Question

How do you solve `ln2-ln(3x+2)=1`?

Answer 1

`x = (2(1/e-1))/3 ≈ -0.42141`

Explanation:

In order to solve this logarithmic equation, we can make use of the properties of logarithms, such as

Property:
`ln(a) - ln(b) = ln(a/b)`

We can now rewrite this equation as follows:

`ln(2/(3x+2)) = 1`

To get rid of the natural logarithm on the left-hand side, we take the `e`-xponential on both sides, giving us

`2/(3x+2) = e^1`

To simplify this even further and solve for `x`, the best thing to do here would be to to get rid of the fraction.
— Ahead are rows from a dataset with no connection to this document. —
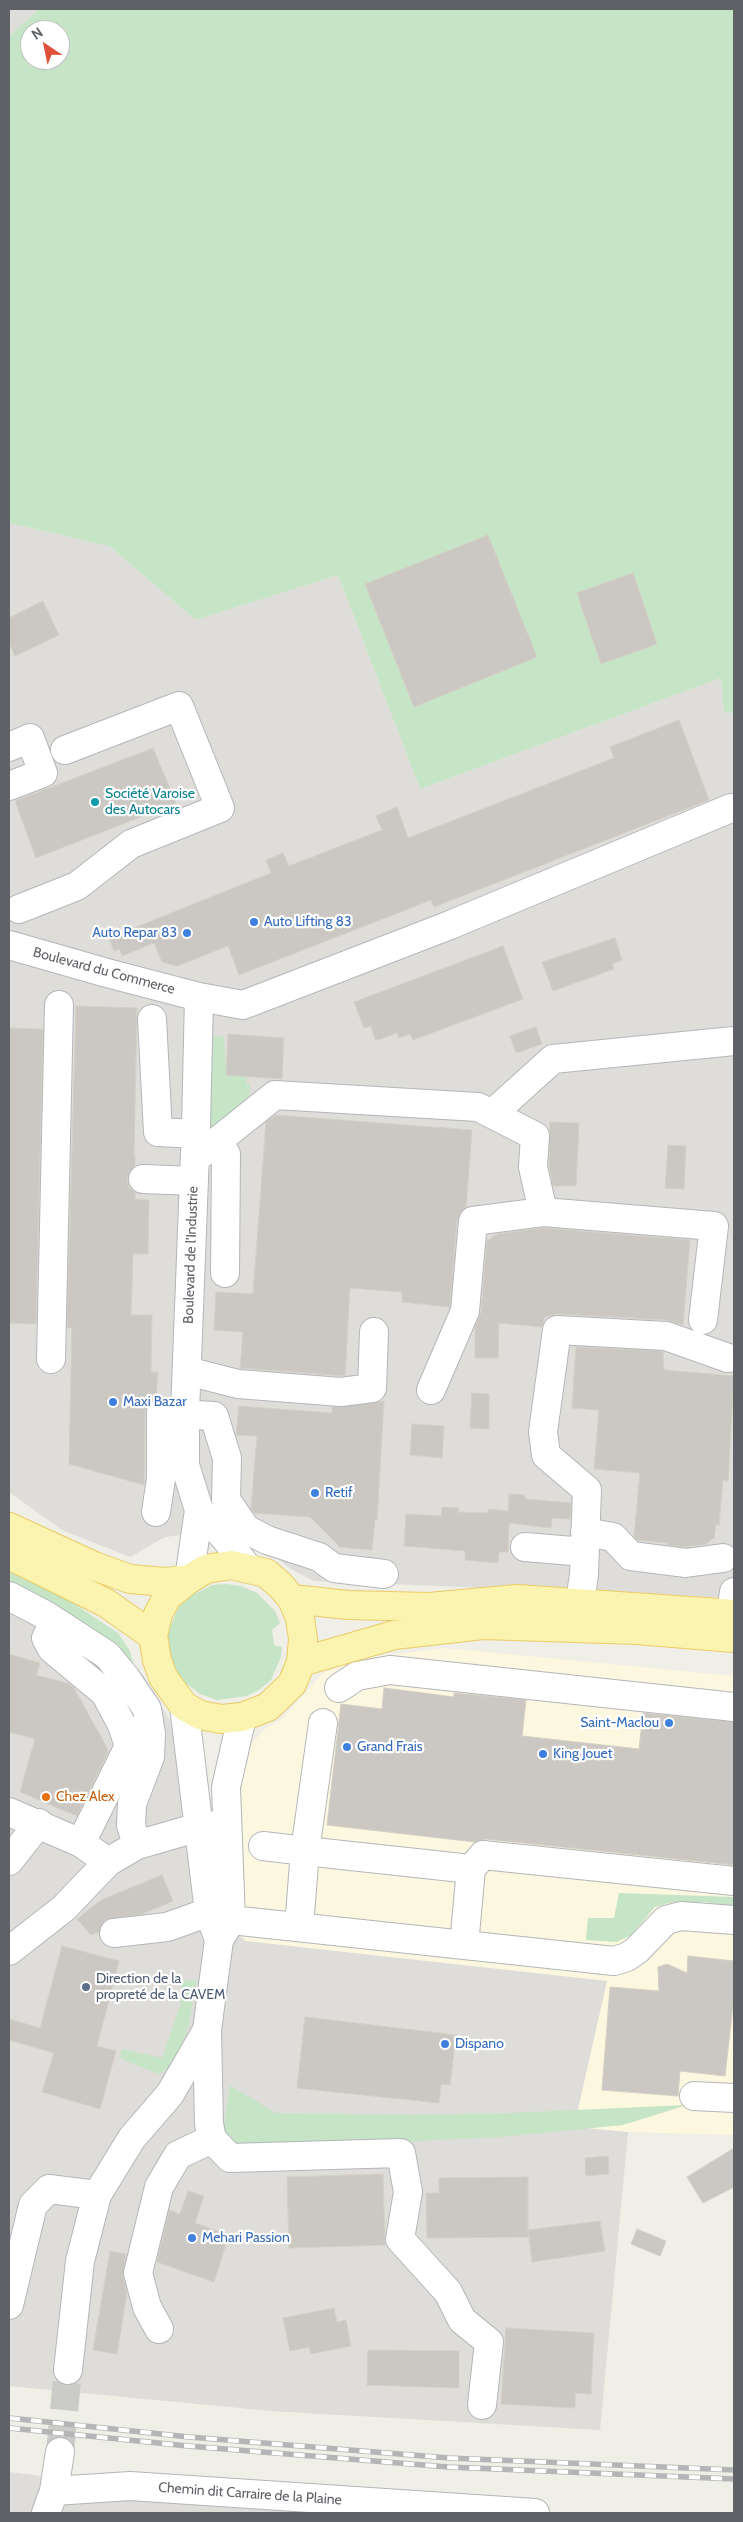 <!DOCTYPE html>
<meta charset="utf-8">
<style>
body{margin:0}
#map{position:relative;width:743px;height:2522px;overflow:hidden;background:#efeee7;font-family:Cabin,sans-serif}
canvas{display:block}
.frame{position:absolute;inset:0;border:10px solid #5e6166;pointer-events:none}
.north{position:absolute;left:20px;top:20px;width:50px;height:50px;box-sizing:border-box;background:#fff;border:1px solid #bfc0c2;border-radius:50%;rotate:326deg;font-size:14px;font-weight:700;line-height:20px;text-align:center;color:#5e6166}
.north::after{content:'';display:block;margin:auto;width:18px;height:22px;background:#e0513c;clip-path:polygon(50% 0,100% 100%,50% 72%,0 100%)}
</style>
<div id="map">
<canvas width="743" height="2522"></canvas>
<div class="frame"></div>
<div class="north">N</div>
</div>
<script>
const g = document.querySelector('canvas').getContext('2d');
g.lineJoin = 'round';
function fill(path, color) {
  g.fillStyle = color;
  g.fill(path, 'evenodd');
}
function shape(rows) {
  const path = new Path2D();
  for (const r of rows) {
    path.moveTo(r[0], r[1]);
    for (let i = 2; i < r.length; i += 2) path.lineTo(r[i], r[i + 1]);
  }
  return path;
}
function trace(path, color, width, dash) {
  g.strokeStyle = color;
  g.lineWidth = width;
  g.lineCap = dash ? 'butt' : 'round';
  g.setLineDash(dash || []);
  g.stroke(path);
}
function drawText(font, color, halo, rows, align = 'center') {
  g.font = font + ' Cabin,sans-serif';
  g.lineWidth = 4.5;
  g.setLineDash([]);
  g.textBaseline = 'middle';
  g.strokeStyle = halo;
  g.fillStyle = color;
  for (const [text, x, y, turn = 0] of rows) {
    g.save();
    g.translate(x, y);
    g.rotate((+turn || 0) * Math.PI / 180);
    g.textAlign = isNaN(turn) ? turn : align;
    if (halo) g.strokeText(text, 0, 0);
    g.fillText(text, 0, 0);
    g.restore();
  }
}
fill(shape([
 [446,1648,734,1676,734,2135,628,2132,573,2127,607,1981,245,1941,238,1872,243,1765,251,1744,265,1729,283,1718,323,1673,361,1658]
]), '#fcf7df');
fill(shape([
 [9,9,36,9,36,12,9,36],
 [9,523,109,546,196,620,338,575,420,789,721,678,724,711,734,713,734,1598,314,1581,291,1569,264,1548,190,1534,165,1537,130,1557,62,1530,9,1492],
 [9,1586,59,1612,143,1675,178,1734,189,1809,192,1896,245,1941,607,1981,574,2127,628,2132,600,2430,271,2411,9,2386],
 [9,2472,332,2513,9,2513]
]), '#deddd9');
fill(shape([
 [36,9,734,9,734,713,724,712,721,678,420,789,338,575,196,620,109,546,9,523,9,36,36,12],
 [30,30,60,30,60,60,30,60],
 [209,1035,224,1037,226,1074,247,1076,246,1084,250,1085,249,1101,208,1140],
 [9,1572,68,1600,118,1633,130,1651,137,1678,9,1583],
 [227,1584,241,1586,257,1593,275,1611,280,1623,272,1630,274,1645,282,1647,281,1657,271,1680,260,1689,247,1696,217,1700,200,1694,184,1682,172,1667,166,1637,178,1608,187,1598,212,1585],
 [619,1893,734,1897,734,1907,705,1902,673,1902,655,1907,631,1935,617,1942,586,1940,588,1918,614,1918],
 [186,1980,197,1981,188,2028,172,2067,159,2074,119,2058,122,2049,162,2058,180,2006,181,1984],
 [230,2085,275,2113,412,2115,508,2113,687,2105,623,2125,500,2137,416,2141,233,2143,222,2135]
]), '#c5e5c6');
const building = shape([
 [488,535,537,657,414,707,365,584,488,535],
 [633,573,657,644,601,664,577,593,633,573],
 [43,601,59,635,15,656,9,643,9,618,43,601],
 [679,720,709,800,434,907,431,900,239,975,228,946,177,966,162,962,154,943,122,956,120,949,114,951,109,938,271,873,266,860,283,853,289,866,382,830,376,816,397,807,408,838,614,758,610,747,679,720],
 [153,748,176,803,36,858,15,801,153,748],
 [615,938,622,960,612,964,614,969,553,991,542,962,615,938],
 [503,946,523,999,413,1040,410,1034,399,1038,397,1033,378,1040,375,1039,371,1026,364,1028,354,1002,503,946],
 [76,1006,137,1008,134,1156,135,1156,135,1166,130,1171,127,1179,129,1187,135,1192,135,1199,149,1200,148,1254,133,1254,131,1315,152,1315,151,1372,158,1372,156,1399,148,1405,145,1413,144,1485,69,1464,72,1328,68,1328,67,1326,76,1006],
 [536,1027,542,1044,516,1053,510,1036,536,1027],
 [9,1028,43,1029,36,1324,9,1323,9,1028],
 [228,1034,284,1038,282,1079,226,1075,228,1034],
 [275,1115,472,1130,466,1207,460,1213,457,1220,450,1307,402,1302,402,1292,350,1288,345,1376,240,1368,243,1332,214,1330,216,1292,253,1294,266,1122,275,1115],
 [550,1122,579,1123,576,1186,553,1186,549,1166,550,1122],
 [668,1145,686,1146,684,1189,665,1188,668,1145],
 [543,1228,690,1240,683,1325,667,1320,558,1314,545,1317,542,1327,499,1323,498,1358,475,1358,475,1327,481,1312,487,1241,497,1234,543,1228],
 [576,1347,663,1351,664,1370,734,1376,728,1481,723,1480,719,1525,716,1524,714,1538,706,1544,686,1547,667,1545,667,1543,637,1540,634,1537,640,1473,594,1469,599,1410,572,1408,576,1347],
 [472,1393,489,1394,489,1429,470,1428,472,1393],
 [384,1401,377,1520,375,1519,372,1550,340,1547,310,1517,254,1513,251,1509,257,1436,236,1435,239,1406,332,1413,332,1407,384,1401],
 [412,1424,444,1426,442,1458,410,1455,412,1424],
 [509,1494,525,1495,525,1499,571,1503,570,1519,552,1518,551,1528,509,1523,508,1552,499,1552,498,1563,465,1560,465,1551,404,1546,406,1514,441,1516,442,1507,459,1508,458,1512,488,1513,488,1509,508,1511,509,1494],
 [9,1654,40,1663,36,1675,70,1684,74,1688,107,1748,108,1752,77,1816,20,1792,35,1739,9,1732,9,1654],
 [384,1688,454,1697,454,1693,526,1700,522,1736,639,1749,643,1713,734,1722,734,1865,485,1839,475,1842,327,1825,341,1704,382,1709,384,1688],
 [162,1875,173,1901,142,1914,105,1920,99,1932,91,1935,77,1919,101,1900,162,1875],
 [62,1946,119,1961,97,2046,116,2051,100,2109,42,2092,54,2053,9,2040,9,2019,40,2028,62,1946],
 [688,1956,734,1961,734,1996,725,2076,680,2071,678,2096,602,2090,610,1987,659,1991,658,1967,667,1964,687,1973,688,1956],
 [305,2017,456,2035,450,2085,441,2084,439,2103,297,2088,305,2017],
 [734,2148,734,2187,703,2203,687,2177,734,2148],
 [608,2156,609,2174,586,2176,585,2158,608,2156],
 [383,2174,385,2245,289,2248,287,2177,383,2174],
 [528,2177,528,2237,427,2238,426,2193,439,2193,439,2178,528,2177],
 [188,2191,204,2196,195,2223,229,2235,214,2282,157,2262,169,2210,180,2214,188,2191],
 [600,2221,605,2251,532,2262,528,2230,600,2221],
 [637,2229,666,2241,660,2256,631,2244,637,2229],
 [110,2251,126,2254,123,2277,127,2293,117,2354,93,2350,110,2251],
 [334,2308,337,2322,346,2320,351,2346,311,2354,309,2347,290,2351,283,2318,334,2308],
 [506,2328,594,2333,591,2394,575,2393,575,2408,501,2404,506,2328],
 [368,2350,459,2351,459,2388,367,2385,368,2350]
]);
fill(building, '#cbc8c4');
trace(building, '#d4d0c5', 1);
trace(shape([
 [60,2452,68,2370]
]), '#cbcbc7', 28, [28, 14]);
const minor = shape([
 [9,747,30,738,43,773,9,786],
 [19,909,77,886,131,844,220,808,179,706,65,750],
 [9,945,107,973,199,997,243,1005,450,925,731,808],
 [152,1019,158,1132,196,1134],
 [492,1114,553,1059,734,1041],
 [217,1141,226,1154,225,1273],
 [195,1159,275,1095,478,1107,535,1136,533,1167,543,1212,714,1226,703,1320],
 [143,1179,194,1181],
 [51,1359,59,1005],
 [187,1371,238,1384,341,1392,372,1388,374,1332],
 [431,1390,465,1311,473,1221,543,1212],
 [199,1510,225,1538,247,1567],
 [156,1512,161,1479,161,1413,214,1416,227,1458,226,1500,246,1529,267,1540,319,1557,334,1568,384,1574],
 [585,1532,613,1537,631,1556,686,1563,723,1558],
 [525,1547,585,1552],
 [189,1579,199,1510,185,1465,185,1412,196,1127,199,997],
 [9,1596,47,1616,107,1655,126,1678,147,1709,151,1734,150,1757,132,1804,131,1825,137,1845],
 [580,1603,584,1574,587,1490,546,1455,543,1432,557,1330,666,1336,728,1358],
 [731,1614,734,1592],
 [55,1621,46,1638,52,1649,105,1693,122,1725,129,1746,81,1843],
 [339,1688,357,1676,390,1670,734,1707],
 [184,1706,209,1912,219,1940],
 [323,1723,305,1851,471,1869,464,1945],
 [9,1812,81,1843,108,1862,137,1845,199,1827,217,1825],
 [263,1846,305,1851,299,1927],
 [9,1861,39,1823],
 [471,1869,483,1855,734,1881],
 [231,1920,614,1961,627,1957,637,1950,666,1920,681,1916,734,1920],
 [114,1933,167,1927,209,1912],
 [9,1951,64,1908,108,1862],
 [207,2032,209,2124,212,2139,230,2158,401,2153,408,2192,400,2239,448,2292,462,2320,489,2342,482,2405],
 [694,2096,734,2098],
 [9,2305,33,2205,49,2189,97,2195],
 [159,2329,147,2307,138,2273,159,2187,178,2155,212,2139],
 [68,2370,80,2261,97,2195,132,2138,170,2094,207,2030,219,1940,231,1920,226,1787,242,1717],
 [54,2491,130,2486,535,2513],
 [46,2513,54,2491,60,2452]
]);
const major = shape([
 [9,1527,94,1566,130,1579,166,1582,189,1579],
 [9,1555,106,1603,153,1636],
 [231,1565,266,1573,280,1585,292,1599,300,1618,303,1639,301,1662,292,1684,268,1707,242,1717,221,1719,200,1715,184,1706,163,1677,157,1660,153,1636,158,1614,167,1597,189,1579,206,1569,231,1565],
 [292,1599,348,1605,429,1607,517,1599,734,1614],
 [301,1662,394,1635,483,1625,637,1630,734,1638]
]);
trace(minor, '#b4b6ba', 30);
trace(major, '#eacc65', 30);
trace(minor, '#fff', 28);
trace(major, '#fbf3b0', 28);
const rail = shape([
 [9,2418,189,2437,449,2458,734,2470],
 [9,2428,188,2446,448,2467,734,2479]
]);
trace(rail, '#b4b5b6', 5.5);
trace(rail, '#fff', 4, [11]);
for (const [x, y, r, color] of [
 [95,802,5,"#0f9aa8"],
 [254,922,5,"#3f7fe0"],
 [187,933,5,"#3f7fe0"],
 [113,1402,5,"#3f7fe0"],
 [315,1493,5,"#3f7fe0"],
 [669,1723,5,"#3f7fe0"],
 [347,1747,5,"#3f7fe0"],
 [543,1754,5,"#3f7fe0"],
 [46,1797,5,"#e8710a"],
 [86,1987,5,"#5c6f8a"],
 [445,2044,5,"#3f7fe0"],
 [192,2238,5,"#3f7fe0"]
]) {
  const dot = new Path2D();
  dot.arc(x, y, r, 0, 2 * Math.PI);
  g.fillStyle = color;
  g.fill(dot);
  trace(dot, '#fff', 2);
}
drawText('14px', '#0d838f', '#fff', [
 ["Société Varoise",105,794],
 ["des Autocars",105,810]
], 'left');
drawText('14px', '#366cbe', '#fff', [
 ["Auto Lifting 83",264,922],
 ["Auto Repar 83",177,933,"right"],
 ["Maxi Bazar",123,1402],
 ["Retif",325,1493],
 ["Saint-Maclou",659,1723,"right"],
 ["Grand Frais",357,1747],
 ["King Jouet",553,1754],
 ["Dispano",455,2044],
 ["Mehari Passion",202,2238]
], 'left');
drawText('14px', '#5e6166', '#fff', [
 ["Boulevard du Commerce",104,971,15],
 ["Boulevard de l'Industrie",191,1255,-88],
 ["Chemin dit Carraire de la Plaine",250,2494,4]
]);
drawText('14px', '#c56008', '#fff', [
 ["Chez Alex",56,1797]
], 'left');
drawText('14px', '#4e5e75', '#fff', [
 ["Direction de la",96,1979],
 ["propreté de la CAVEM",96,1995]
], 'left');
</script>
We can do this by multiplying both sides by `3x+2`, which yields

`2/(cancel((3x+2)))*cancel((3x+2)) = e(3x+2)`

So our equation now has become a lot more appealing:

`2 = e(3x+2)`

Since `e` is just a constant, namely `e ≈ 2.718`, we can divide both sides `e` to isolate the term with the `x` in it.

`2/e = 3x+2`

Subtracting `2` from both sides gives us

`2/e - 2 = 3x`

Dividing then by `3` yields

`(2/e - 2)/3 = x`

Or we can factor out a `2` and write:

`x = (2(1/e-1))/3 ≈ -0.42141`